About

Ben Marlin's research interests lie at the intersection of artificial intelligence, machine learning, and statistics. He is particularly interested in hierarchical graphical models and approximate inference/learning techniques, including Markov Chain Monte Carlo and variational Bayesian methods. His current research has a particular emphasis on models and algorithms for multivariate time series data. His current applied work is focusing on machine learning-based analytics for clinical and mobile health (mHealth) data. In the past, he has worked on a broad range of applications including collaborative filtering and ranking, unsupervised structure discovery and feature induction, object recognition and image labeling, and natural language processing, and he continues to consult on projects in these areas.
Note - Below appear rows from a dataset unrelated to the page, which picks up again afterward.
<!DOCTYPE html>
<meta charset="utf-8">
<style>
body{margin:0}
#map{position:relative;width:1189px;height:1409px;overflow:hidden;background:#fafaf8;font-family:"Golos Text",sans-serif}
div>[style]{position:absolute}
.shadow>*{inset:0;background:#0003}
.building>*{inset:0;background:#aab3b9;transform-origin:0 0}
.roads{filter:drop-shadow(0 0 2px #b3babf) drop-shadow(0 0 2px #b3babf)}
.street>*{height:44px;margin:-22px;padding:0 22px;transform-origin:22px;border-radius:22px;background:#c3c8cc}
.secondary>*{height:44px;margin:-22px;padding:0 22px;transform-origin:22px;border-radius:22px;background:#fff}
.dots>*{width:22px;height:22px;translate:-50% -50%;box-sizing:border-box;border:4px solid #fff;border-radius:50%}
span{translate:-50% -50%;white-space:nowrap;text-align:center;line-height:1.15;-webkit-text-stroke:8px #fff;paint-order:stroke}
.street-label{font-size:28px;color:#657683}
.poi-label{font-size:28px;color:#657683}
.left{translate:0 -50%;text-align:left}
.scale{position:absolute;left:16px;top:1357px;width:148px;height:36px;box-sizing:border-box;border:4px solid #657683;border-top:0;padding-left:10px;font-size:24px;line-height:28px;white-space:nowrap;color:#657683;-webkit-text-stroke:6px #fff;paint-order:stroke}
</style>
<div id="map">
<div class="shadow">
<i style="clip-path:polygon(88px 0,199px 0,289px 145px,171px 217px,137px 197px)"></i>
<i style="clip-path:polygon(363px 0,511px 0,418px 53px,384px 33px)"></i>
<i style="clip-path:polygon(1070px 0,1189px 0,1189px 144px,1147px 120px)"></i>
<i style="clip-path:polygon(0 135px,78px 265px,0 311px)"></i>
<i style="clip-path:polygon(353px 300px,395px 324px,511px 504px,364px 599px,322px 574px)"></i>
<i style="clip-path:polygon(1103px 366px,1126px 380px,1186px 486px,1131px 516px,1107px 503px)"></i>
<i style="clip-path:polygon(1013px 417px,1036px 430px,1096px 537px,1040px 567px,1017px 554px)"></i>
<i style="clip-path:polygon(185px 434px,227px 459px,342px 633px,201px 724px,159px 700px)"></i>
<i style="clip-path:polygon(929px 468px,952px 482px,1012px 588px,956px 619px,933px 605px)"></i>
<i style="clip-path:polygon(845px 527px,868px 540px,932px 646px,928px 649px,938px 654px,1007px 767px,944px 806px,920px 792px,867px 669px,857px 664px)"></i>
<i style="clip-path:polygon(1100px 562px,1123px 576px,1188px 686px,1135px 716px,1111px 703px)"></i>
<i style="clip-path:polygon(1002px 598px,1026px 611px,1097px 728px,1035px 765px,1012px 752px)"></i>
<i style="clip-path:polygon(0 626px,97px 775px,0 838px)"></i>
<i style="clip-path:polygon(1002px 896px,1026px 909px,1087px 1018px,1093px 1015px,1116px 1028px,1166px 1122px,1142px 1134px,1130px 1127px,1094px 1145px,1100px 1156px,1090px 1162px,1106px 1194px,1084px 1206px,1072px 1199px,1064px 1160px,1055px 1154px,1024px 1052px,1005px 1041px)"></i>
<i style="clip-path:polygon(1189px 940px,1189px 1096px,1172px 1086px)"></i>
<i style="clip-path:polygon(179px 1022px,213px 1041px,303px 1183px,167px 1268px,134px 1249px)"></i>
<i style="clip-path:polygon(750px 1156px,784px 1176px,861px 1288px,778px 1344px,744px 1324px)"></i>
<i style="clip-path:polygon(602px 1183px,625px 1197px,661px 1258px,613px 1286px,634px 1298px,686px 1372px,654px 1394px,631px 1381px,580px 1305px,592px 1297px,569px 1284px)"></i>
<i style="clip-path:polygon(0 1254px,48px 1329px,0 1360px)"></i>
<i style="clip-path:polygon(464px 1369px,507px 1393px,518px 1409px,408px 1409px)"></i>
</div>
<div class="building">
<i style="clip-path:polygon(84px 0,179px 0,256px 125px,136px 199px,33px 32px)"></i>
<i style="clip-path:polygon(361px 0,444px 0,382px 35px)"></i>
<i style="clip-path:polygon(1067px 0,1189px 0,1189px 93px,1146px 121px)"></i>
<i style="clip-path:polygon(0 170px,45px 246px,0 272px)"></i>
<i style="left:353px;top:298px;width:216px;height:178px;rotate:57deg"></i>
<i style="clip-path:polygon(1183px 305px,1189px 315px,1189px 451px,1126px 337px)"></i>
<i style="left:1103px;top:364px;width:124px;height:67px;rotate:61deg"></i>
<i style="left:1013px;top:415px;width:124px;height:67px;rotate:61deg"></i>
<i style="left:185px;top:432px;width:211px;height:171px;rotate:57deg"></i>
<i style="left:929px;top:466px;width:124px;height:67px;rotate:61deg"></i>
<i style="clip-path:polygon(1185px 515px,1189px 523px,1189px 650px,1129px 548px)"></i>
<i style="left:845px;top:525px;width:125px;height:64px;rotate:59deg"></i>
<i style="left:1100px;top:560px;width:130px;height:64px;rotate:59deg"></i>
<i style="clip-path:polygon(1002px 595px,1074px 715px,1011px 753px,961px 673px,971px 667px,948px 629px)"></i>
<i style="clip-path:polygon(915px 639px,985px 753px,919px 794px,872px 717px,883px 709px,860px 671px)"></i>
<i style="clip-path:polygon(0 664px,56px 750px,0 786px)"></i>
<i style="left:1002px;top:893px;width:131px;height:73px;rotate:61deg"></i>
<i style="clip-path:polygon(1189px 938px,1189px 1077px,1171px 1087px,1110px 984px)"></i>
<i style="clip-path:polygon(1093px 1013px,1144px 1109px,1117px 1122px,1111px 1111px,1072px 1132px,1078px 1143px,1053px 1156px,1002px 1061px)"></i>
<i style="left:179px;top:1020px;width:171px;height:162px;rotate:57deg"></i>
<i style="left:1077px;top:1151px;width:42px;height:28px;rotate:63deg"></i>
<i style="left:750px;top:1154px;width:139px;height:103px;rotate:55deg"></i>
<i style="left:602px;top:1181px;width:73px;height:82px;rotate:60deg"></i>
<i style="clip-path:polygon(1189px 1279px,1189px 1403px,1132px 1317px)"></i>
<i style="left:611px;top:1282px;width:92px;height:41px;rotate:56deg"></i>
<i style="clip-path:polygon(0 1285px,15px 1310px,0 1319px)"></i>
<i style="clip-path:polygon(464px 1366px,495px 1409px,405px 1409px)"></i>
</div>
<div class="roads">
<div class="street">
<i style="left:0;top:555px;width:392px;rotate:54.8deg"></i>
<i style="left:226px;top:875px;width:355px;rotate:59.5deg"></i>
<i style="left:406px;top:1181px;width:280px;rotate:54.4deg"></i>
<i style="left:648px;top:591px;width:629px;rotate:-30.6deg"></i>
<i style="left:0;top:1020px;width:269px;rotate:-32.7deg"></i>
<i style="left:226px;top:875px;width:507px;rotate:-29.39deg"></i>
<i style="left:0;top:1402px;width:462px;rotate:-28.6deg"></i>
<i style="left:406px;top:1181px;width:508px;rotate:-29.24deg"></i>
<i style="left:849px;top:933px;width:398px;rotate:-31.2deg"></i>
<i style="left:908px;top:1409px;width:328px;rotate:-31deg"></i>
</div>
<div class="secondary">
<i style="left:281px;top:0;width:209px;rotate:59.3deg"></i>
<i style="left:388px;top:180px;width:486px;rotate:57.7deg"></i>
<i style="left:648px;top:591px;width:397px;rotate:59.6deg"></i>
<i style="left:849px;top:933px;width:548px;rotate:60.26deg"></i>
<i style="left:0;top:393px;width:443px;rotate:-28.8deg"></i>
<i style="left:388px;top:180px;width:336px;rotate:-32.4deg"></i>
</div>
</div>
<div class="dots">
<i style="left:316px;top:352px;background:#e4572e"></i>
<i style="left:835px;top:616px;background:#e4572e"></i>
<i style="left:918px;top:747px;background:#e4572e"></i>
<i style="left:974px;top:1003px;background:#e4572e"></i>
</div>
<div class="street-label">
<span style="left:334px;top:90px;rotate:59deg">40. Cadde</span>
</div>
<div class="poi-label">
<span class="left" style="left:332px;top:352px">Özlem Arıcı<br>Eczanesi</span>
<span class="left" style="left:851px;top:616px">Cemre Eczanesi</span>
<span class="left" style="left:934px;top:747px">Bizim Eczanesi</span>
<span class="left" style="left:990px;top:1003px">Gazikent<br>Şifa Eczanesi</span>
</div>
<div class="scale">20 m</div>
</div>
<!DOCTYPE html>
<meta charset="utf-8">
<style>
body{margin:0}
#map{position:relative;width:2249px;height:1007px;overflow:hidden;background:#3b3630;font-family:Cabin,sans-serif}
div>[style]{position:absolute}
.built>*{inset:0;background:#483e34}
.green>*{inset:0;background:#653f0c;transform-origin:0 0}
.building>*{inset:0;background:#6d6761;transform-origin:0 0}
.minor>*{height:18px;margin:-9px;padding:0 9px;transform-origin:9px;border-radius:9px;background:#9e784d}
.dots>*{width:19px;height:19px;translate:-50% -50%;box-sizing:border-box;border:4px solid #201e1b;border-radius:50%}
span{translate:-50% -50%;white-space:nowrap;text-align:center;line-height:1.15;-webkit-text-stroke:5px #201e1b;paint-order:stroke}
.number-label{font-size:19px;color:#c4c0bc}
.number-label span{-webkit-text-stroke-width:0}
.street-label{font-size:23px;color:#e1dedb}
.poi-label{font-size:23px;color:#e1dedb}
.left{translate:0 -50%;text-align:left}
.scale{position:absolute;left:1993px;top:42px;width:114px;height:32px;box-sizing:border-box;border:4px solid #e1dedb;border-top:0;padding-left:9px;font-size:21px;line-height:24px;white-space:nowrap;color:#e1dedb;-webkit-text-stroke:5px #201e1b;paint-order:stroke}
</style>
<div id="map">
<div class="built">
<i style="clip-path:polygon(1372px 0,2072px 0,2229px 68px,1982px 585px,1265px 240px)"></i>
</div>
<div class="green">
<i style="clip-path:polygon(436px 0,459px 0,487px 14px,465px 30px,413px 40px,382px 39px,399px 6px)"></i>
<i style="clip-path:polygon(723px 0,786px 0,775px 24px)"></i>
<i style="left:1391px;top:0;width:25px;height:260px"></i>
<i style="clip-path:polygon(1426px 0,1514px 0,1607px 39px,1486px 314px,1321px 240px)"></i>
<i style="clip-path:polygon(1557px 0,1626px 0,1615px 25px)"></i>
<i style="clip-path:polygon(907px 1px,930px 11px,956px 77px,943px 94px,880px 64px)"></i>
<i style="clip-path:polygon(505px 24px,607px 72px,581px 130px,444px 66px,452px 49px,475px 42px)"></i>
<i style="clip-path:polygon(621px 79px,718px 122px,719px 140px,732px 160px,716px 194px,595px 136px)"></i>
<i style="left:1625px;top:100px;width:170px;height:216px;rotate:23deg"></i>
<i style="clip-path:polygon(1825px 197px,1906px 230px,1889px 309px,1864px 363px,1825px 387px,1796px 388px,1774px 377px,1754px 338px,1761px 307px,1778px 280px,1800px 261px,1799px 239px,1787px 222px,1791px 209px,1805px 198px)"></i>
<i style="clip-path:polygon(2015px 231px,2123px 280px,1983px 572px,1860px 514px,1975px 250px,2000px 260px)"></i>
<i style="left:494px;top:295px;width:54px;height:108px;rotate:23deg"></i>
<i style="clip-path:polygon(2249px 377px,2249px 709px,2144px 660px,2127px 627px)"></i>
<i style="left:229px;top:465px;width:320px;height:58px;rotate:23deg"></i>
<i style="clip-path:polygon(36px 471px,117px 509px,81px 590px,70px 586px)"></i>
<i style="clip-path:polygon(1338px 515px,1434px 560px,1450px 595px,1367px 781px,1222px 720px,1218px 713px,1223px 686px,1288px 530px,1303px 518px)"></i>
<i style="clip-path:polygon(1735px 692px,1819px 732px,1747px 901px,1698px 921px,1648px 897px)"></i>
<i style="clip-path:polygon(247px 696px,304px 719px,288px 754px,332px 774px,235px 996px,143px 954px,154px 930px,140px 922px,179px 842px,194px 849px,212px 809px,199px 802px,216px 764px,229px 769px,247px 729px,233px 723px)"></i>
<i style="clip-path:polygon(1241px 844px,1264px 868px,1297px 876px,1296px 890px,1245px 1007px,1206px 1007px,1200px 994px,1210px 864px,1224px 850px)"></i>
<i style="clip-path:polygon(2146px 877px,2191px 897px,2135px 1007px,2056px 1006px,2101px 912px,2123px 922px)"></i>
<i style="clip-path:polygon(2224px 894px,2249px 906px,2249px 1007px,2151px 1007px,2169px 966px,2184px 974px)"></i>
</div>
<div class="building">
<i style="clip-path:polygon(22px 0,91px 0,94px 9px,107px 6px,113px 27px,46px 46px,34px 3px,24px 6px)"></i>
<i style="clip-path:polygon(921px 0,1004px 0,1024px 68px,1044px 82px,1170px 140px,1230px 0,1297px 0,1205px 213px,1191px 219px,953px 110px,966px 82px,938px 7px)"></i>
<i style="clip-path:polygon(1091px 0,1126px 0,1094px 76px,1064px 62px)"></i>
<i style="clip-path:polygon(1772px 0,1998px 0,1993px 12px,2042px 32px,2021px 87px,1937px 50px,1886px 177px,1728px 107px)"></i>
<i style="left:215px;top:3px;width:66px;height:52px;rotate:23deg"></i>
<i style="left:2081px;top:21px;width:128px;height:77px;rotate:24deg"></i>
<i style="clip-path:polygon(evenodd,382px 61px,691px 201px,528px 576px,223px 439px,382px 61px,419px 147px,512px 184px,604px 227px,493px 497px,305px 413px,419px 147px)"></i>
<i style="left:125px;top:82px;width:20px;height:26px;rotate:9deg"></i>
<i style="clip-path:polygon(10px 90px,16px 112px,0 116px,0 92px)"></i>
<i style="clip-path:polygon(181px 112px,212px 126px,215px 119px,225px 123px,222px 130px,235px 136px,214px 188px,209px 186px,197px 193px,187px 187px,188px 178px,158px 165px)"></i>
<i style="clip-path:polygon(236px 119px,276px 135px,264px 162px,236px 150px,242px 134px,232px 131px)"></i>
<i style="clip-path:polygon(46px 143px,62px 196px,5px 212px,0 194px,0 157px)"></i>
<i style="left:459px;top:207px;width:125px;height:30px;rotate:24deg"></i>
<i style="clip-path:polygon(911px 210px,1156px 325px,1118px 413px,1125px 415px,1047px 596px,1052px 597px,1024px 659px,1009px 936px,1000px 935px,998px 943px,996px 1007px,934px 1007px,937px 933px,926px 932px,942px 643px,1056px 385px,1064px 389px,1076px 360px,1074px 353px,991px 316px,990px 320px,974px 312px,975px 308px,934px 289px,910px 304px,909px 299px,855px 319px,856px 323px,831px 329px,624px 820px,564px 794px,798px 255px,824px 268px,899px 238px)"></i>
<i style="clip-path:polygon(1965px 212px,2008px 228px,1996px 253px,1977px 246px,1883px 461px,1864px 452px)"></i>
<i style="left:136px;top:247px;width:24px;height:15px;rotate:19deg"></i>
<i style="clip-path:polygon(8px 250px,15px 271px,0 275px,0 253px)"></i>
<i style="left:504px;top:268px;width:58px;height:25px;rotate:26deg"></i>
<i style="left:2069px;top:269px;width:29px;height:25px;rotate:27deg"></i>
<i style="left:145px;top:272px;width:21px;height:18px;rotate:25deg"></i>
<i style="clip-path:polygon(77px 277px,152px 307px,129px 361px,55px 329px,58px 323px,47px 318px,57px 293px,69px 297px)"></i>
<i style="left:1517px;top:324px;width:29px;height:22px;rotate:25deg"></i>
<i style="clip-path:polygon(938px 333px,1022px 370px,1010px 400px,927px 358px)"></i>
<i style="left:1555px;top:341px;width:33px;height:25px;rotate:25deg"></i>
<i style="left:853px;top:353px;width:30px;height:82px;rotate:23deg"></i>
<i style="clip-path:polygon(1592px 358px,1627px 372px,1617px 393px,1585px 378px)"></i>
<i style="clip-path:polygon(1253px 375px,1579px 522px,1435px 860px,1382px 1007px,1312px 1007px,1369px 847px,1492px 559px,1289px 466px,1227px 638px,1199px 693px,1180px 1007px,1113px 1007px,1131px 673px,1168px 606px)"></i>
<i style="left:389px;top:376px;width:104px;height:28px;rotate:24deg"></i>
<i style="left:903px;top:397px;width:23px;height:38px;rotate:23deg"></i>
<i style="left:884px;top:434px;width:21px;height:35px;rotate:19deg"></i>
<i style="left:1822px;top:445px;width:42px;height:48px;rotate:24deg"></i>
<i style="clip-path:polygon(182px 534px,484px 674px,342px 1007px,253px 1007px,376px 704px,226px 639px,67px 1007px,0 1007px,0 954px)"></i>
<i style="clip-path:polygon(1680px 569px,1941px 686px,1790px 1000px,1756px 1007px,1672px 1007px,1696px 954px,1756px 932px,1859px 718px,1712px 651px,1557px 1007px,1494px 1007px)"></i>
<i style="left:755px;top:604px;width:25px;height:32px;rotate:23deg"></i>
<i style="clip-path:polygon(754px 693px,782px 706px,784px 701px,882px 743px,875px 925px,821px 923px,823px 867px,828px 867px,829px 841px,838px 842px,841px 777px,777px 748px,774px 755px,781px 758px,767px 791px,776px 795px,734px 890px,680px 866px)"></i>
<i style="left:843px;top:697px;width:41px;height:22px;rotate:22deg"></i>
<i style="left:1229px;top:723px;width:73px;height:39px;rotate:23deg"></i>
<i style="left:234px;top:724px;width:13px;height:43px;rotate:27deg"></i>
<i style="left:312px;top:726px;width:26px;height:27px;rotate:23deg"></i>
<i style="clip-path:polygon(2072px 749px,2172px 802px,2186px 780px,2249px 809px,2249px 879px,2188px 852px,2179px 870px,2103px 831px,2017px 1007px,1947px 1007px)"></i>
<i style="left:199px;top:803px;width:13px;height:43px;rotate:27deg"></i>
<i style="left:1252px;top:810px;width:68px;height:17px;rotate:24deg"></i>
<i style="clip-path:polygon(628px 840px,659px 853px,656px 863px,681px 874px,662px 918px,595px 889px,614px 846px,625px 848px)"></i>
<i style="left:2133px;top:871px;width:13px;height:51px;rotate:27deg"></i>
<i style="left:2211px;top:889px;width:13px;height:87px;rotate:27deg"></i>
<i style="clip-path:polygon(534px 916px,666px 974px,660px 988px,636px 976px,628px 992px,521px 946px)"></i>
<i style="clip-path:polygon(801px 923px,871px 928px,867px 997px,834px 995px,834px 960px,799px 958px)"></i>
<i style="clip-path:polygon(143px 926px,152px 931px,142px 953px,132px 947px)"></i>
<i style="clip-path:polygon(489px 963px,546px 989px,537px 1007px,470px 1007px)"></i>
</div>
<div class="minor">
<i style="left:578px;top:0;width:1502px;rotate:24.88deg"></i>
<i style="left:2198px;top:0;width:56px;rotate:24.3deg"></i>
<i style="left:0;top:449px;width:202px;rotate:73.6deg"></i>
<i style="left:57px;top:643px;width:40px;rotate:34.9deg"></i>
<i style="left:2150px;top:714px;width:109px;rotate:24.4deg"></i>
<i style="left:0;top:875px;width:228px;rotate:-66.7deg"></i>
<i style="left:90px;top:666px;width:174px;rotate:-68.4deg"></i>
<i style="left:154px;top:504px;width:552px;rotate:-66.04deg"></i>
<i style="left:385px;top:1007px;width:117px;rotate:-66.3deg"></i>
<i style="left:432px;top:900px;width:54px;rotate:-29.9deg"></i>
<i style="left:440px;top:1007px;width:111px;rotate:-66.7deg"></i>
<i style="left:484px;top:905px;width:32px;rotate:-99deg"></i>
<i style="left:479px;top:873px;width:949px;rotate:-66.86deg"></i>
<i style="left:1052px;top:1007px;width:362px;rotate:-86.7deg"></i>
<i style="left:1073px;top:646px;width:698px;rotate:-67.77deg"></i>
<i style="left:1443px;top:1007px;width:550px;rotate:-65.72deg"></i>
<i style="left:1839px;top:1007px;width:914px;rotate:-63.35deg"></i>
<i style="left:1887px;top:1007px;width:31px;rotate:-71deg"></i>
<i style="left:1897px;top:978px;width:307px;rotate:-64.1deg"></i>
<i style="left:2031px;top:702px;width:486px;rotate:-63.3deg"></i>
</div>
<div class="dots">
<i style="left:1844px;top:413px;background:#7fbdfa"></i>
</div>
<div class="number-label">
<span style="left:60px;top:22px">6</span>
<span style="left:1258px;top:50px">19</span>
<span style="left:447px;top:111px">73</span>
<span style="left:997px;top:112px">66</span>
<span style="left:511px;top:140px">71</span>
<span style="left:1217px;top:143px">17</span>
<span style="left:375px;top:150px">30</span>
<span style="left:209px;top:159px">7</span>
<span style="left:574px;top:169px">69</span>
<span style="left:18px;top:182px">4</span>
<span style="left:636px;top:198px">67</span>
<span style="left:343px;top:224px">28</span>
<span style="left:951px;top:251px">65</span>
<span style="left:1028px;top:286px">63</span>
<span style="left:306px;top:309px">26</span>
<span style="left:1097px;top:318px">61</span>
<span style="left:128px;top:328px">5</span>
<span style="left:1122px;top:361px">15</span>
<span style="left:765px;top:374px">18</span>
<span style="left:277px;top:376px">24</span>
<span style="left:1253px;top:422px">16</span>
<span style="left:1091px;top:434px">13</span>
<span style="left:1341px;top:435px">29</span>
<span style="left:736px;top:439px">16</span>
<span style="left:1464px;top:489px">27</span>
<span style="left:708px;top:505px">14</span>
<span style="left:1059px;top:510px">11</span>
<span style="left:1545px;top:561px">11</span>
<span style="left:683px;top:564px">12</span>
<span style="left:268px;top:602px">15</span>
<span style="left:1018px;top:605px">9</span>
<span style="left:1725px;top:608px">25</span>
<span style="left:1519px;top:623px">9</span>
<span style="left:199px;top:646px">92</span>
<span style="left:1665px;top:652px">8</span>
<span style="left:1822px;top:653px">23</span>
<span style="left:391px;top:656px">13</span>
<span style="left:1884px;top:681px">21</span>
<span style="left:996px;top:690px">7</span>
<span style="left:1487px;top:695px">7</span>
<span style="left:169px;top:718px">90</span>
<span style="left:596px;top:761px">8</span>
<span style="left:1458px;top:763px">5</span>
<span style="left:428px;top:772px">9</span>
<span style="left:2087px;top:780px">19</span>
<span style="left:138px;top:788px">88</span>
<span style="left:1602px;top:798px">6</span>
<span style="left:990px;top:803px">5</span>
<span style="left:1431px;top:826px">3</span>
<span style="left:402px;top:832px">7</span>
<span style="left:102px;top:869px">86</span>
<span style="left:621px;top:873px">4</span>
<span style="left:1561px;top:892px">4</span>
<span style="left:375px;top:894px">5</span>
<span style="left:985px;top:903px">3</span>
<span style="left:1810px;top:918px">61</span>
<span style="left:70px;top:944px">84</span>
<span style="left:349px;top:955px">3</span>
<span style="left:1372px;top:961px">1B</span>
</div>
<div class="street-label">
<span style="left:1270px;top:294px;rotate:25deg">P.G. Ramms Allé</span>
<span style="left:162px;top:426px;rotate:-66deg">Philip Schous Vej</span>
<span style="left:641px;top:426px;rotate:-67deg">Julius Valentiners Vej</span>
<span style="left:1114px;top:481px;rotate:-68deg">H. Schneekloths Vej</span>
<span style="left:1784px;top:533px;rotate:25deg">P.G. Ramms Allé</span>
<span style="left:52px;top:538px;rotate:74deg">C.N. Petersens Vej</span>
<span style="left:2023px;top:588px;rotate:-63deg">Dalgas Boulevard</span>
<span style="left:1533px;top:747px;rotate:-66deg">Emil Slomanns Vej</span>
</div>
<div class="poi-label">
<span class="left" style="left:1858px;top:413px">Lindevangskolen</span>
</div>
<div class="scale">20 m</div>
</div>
Marlin is a 2014 National Science Foundation CAREER award recipient and a 2013 Yahoo! Faculty Research Engagement Program award recipient. He has received awards for his work on collaborative filtering and recommender systems, including the Best Technical Paper award at the ACM Conference on Recommender Systems in 2009 and an invitation to the Best Papers track at the International Joint Conference on Artificial Intelligence in 2011. Marlin was the general co-chair for the 2014 Meaningful Use of Complex Medical Data Symposium, and has served on the senior program committees of top machine learning conferences including NIPS, ICML, and UAI. He held fellowships from the Killam Trusts and the Pacific Institute for the Mathematical Sciences while pursuing postdoctoral research at the University of British Columbia. He held a Canadian Graduate Scholarship from the Natural Sciences and Engineering Research Council of Canada, the top Canadian doctoral scholarship in the Sciences, while at the University of Toronto.